Has anything changed that has made you sad or stressed or maybe very happy? Maybe you got divorced, lost your home, or joined a new community group and have made friends. Share this with your doctor because life changes can affect your health.

  • Write down the doctor’s name and phone number
  • Write down if you’ve gone to the emergency room, when and what for
  • Write down if you’ve seen a specialist, when and what for
  • Your insurance cards
  • Names and phone numbers of your other doctors
  • Name the phone number of your pharmacy
  • Medical records if your doctor doesn’t have them

Taking children to the doctor

Going to the doctor is not a lot of fun, especially for kids. They may be afraid to go or feel guilty about having to go.

  • Separation. Kids don’t like to be left alone in a room with strangers, especially if they don’t know what these strangers are doing. 
  • Pain. Kids may worry that something may hurt. They fear needles and injections the most.
  • The doctor. Some kids may not like the doctor. They may feel he or she is mean or doesn’t care about them. 
  • Not knowing. Because they don’t know, kids worry that their problem may be much worse than their parents say. Some think they may need an operation. Or they may think they will have to stay at the hospital. Those who are sick may even worry about dying. 

Children have great imaginations. They may think that they’re sick because they did or did not do something. So, they might see a doctor’s visit is a punishment.

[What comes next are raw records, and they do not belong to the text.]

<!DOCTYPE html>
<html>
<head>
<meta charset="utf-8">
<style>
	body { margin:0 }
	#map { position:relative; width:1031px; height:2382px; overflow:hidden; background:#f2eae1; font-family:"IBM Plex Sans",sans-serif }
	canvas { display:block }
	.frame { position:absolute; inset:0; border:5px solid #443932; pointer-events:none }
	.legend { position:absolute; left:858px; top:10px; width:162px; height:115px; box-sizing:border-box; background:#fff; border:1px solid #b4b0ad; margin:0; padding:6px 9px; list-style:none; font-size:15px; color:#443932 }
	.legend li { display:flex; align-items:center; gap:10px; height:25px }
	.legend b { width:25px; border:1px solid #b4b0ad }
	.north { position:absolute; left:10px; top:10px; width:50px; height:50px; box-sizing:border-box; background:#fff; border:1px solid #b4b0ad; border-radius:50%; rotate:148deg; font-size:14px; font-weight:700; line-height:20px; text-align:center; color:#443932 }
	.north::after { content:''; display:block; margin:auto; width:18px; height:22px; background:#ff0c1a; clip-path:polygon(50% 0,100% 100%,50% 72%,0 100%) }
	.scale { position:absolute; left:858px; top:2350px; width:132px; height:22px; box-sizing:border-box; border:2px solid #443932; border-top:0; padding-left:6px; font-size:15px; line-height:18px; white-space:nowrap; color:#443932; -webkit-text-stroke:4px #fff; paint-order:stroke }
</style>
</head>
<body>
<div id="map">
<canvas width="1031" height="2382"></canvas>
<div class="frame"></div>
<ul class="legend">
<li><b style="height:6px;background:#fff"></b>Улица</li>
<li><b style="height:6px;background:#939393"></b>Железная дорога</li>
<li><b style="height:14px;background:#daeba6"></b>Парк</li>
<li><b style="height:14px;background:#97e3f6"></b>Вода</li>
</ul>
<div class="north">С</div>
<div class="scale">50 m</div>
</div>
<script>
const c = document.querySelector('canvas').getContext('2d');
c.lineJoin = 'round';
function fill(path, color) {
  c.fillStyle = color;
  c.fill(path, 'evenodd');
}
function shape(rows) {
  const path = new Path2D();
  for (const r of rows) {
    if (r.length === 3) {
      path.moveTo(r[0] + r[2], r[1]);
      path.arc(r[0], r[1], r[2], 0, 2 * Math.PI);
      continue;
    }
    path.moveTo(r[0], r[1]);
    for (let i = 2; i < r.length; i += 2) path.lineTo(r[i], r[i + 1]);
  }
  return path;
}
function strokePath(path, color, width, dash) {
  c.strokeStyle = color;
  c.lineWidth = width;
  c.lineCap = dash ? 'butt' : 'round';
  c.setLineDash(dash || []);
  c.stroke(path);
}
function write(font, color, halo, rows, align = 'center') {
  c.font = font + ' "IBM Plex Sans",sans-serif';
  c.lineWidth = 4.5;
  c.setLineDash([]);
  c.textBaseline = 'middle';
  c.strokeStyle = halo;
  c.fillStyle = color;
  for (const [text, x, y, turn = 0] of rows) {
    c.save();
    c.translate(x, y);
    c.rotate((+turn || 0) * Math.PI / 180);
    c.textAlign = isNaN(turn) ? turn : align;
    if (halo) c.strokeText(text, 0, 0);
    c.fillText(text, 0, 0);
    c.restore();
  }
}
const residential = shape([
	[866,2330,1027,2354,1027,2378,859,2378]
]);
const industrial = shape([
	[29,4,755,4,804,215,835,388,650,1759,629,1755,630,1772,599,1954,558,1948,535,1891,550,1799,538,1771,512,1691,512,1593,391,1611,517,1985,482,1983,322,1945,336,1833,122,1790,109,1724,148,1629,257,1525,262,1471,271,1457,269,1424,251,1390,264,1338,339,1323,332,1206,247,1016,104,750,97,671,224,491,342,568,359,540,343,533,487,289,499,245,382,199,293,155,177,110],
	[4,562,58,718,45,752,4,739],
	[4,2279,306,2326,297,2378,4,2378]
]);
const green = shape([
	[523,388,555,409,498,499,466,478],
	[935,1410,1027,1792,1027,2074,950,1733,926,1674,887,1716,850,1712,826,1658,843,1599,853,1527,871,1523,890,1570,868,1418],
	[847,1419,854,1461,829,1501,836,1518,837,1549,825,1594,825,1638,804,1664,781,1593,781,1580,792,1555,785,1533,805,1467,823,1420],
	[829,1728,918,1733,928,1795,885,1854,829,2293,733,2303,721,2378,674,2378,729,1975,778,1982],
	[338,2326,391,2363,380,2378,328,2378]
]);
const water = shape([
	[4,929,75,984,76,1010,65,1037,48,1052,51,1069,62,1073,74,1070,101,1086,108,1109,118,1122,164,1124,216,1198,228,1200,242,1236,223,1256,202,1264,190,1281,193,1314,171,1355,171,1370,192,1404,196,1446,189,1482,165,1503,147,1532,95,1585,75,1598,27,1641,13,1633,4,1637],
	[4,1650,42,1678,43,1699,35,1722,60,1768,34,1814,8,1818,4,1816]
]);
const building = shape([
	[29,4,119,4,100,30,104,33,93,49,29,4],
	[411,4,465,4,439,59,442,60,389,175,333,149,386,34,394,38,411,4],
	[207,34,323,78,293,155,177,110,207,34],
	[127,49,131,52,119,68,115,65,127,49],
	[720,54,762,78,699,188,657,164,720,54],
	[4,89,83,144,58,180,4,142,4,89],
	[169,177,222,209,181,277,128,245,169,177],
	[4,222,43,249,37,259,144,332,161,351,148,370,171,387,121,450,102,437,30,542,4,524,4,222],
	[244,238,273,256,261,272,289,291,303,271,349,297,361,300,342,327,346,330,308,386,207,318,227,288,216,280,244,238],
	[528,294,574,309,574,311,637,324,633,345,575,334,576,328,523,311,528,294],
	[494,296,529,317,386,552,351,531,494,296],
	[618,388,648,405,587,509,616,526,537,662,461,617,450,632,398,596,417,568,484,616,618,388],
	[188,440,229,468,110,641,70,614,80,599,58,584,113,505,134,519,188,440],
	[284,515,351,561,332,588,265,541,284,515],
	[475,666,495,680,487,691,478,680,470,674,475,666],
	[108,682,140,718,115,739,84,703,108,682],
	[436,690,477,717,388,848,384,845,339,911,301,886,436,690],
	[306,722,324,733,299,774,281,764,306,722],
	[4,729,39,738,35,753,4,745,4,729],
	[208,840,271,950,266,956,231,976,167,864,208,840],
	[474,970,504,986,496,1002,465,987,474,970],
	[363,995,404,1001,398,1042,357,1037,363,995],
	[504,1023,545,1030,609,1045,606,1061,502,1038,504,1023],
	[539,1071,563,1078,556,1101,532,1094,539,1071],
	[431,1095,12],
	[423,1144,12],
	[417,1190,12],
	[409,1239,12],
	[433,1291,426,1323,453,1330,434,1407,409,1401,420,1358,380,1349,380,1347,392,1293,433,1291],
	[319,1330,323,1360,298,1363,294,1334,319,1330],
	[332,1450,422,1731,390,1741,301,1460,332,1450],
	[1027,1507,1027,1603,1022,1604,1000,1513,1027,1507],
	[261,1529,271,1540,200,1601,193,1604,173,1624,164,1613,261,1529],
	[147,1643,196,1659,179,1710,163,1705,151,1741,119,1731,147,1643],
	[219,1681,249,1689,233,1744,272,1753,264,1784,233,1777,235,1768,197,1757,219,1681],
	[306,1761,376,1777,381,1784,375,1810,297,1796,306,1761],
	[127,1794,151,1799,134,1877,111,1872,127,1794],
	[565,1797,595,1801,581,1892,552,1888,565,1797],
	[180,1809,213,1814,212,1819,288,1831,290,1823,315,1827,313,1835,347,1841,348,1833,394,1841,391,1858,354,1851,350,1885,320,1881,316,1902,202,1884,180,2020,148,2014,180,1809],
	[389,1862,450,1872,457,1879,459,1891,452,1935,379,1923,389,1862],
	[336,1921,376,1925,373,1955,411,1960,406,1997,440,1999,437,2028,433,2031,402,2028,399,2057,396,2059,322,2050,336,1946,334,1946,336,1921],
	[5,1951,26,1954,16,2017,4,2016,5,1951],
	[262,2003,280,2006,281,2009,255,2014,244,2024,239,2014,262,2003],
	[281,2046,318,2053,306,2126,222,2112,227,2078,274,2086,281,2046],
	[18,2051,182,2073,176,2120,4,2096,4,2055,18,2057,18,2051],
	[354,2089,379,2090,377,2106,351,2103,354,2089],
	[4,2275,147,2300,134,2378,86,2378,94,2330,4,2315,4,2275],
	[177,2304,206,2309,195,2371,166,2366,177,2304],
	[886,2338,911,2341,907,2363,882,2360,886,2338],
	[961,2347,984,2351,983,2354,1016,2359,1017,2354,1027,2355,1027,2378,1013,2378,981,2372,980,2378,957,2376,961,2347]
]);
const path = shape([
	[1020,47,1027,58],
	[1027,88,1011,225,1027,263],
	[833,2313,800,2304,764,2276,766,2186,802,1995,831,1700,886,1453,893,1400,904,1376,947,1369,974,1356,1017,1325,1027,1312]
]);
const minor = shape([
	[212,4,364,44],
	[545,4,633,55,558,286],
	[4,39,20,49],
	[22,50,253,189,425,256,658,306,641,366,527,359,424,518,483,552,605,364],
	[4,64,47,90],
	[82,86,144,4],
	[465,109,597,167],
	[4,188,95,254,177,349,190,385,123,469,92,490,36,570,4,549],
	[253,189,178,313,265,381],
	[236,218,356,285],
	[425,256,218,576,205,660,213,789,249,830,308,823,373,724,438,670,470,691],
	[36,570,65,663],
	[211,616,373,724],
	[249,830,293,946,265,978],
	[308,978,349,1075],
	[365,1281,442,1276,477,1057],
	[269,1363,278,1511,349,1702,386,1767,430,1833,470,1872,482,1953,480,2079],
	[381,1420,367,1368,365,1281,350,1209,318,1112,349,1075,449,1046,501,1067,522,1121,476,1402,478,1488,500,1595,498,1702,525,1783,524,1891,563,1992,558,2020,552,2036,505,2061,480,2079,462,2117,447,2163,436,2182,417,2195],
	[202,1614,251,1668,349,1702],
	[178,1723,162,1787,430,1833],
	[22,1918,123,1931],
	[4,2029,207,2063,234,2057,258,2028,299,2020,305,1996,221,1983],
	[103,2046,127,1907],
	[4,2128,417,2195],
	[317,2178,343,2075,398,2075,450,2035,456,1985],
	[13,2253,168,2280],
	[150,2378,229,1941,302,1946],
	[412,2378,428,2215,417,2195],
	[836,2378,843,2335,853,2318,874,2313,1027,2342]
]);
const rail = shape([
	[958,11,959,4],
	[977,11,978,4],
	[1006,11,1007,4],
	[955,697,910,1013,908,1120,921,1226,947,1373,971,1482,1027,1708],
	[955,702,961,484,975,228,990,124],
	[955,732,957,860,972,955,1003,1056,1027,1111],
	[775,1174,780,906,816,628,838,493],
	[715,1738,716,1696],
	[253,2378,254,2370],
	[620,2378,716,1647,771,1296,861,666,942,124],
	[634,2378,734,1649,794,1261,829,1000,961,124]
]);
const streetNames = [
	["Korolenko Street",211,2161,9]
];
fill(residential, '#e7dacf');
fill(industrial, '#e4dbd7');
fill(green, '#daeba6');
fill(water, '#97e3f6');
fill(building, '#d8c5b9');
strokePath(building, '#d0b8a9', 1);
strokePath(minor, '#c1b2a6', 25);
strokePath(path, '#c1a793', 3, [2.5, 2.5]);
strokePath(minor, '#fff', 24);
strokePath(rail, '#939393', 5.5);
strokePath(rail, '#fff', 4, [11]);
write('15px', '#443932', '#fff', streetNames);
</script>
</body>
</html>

  • Tell them why they’re seeing the doctor:  Is it for a checkup? Explain to them that they’re growing and changing. And the doctor is just making sure that they are healthy. Is it because they’re sick? Then tell them in a soft way that the doctor “needs to see them to find out what’s wrong and how to make it better.”
  • Tell them it’s not their fault:  Let them know they’re not being punished. “ALL kids get sick some times. That’s why it’s great to have a doctor that can make you well.”
  • Does it run in the family?  Let your child know if others have this same problem so they don’t feel alone or afraid.
  • If they’re being made fun of:  If your child needs to see a doctor for something like head lice, pinworm or bedwetting, they may be ashamed. Maybe other kids or adults have made fun of them. If this happens, tell your child again and again that it is not his fault and that many kids get this kind of thing all the time.

Children love to play. So use playtime to talk to them about any fears they have. Use a doll or a teddy bear to show them how the nurse will measure how tall they are and how much they weigh.


  • "Hug the arm" to measure their blood pressure
  • Look in their mouth (holding the tongue down with a special stick for just a few seconds to see the throat)
  • Look at the eyes and into the ears
  • Listen to the chest and back for any weird sounds the body could be making
  • Tap or press on the tummy to listen to or feel what's inside
  • Tap on the knees
  • Look at the feet

Let your kids know that doctors, nurses and parents must sometimes examine all parts of the body. But remind them that these are the only people that should do that. Let your children know you’ll be with them during the checkup.

If your kids are going to the doctor or a specialist because they’re sick, you may not even know what they are going to do. A good way to find out is to speak to the nurse or doctor when you call to make the appointment. This way you can tell your kids, in simple terms, what to expect.

Don’t give too many details, but do explain if the exam is going to hurt or embarrass them. And assure them that the exam is needed to make them well. This way they’ll be prepared and will trust you in the future.